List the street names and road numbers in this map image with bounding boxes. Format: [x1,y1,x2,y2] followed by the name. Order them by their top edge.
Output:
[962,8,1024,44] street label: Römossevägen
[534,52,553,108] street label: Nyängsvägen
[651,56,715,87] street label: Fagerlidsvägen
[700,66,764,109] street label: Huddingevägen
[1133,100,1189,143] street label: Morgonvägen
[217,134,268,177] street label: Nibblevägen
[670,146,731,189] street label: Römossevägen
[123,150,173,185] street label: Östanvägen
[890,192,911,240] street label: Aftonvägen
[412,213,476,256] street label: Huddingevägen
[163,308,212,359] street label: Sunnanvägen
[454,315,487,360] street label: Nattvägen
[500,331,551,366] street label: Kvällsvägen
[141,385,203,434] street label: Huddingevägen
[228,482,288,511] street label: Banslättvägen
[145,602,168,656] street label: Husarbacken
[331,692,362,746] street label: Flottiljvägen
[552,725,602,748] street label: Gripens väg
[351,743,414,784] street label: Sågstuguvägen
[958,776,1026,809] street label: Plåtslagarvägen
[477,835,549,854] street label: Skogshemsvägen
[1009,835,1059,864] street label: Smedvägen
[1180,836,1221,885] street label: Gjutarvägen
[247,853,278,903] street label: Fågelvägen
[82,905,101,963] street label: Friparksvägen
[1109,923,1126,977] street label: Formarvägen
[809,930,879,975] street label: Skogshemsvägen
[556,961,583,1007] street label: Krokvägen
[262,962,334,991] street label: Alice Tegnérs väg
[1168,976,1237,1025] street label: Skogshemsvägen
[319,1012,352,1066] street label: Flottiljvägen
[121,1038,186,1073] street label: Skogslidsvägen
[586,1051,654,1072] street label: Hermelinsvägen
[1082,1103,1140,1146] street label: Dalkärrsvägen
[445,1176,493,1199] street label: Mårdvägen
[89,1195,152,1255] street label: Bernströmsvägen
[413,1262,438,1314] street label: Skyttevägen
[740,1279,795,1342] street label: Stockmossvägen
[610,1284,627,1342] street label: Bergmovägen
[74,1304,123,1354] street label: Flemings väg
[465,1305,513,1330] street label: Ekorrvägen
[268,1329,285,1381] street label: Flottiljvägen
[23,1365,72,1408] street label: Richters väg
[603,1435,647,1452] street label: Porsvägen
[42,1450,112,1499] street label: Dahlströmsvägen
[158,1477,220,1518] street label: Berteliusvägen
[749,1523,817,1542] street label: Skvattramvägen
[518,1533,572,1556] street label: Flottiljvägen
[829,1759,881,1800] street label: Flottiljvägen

● ● ● ● ●

* _Task prompt_
Search the material above for "Huddingevägen". Pull out each line where it shows up.

* _Response_
[700,66,764,109] street label: Huddingevägen
[412,213,476,256] street label: Huddingevägen
[141,385,203,434] street label: Huddingevägen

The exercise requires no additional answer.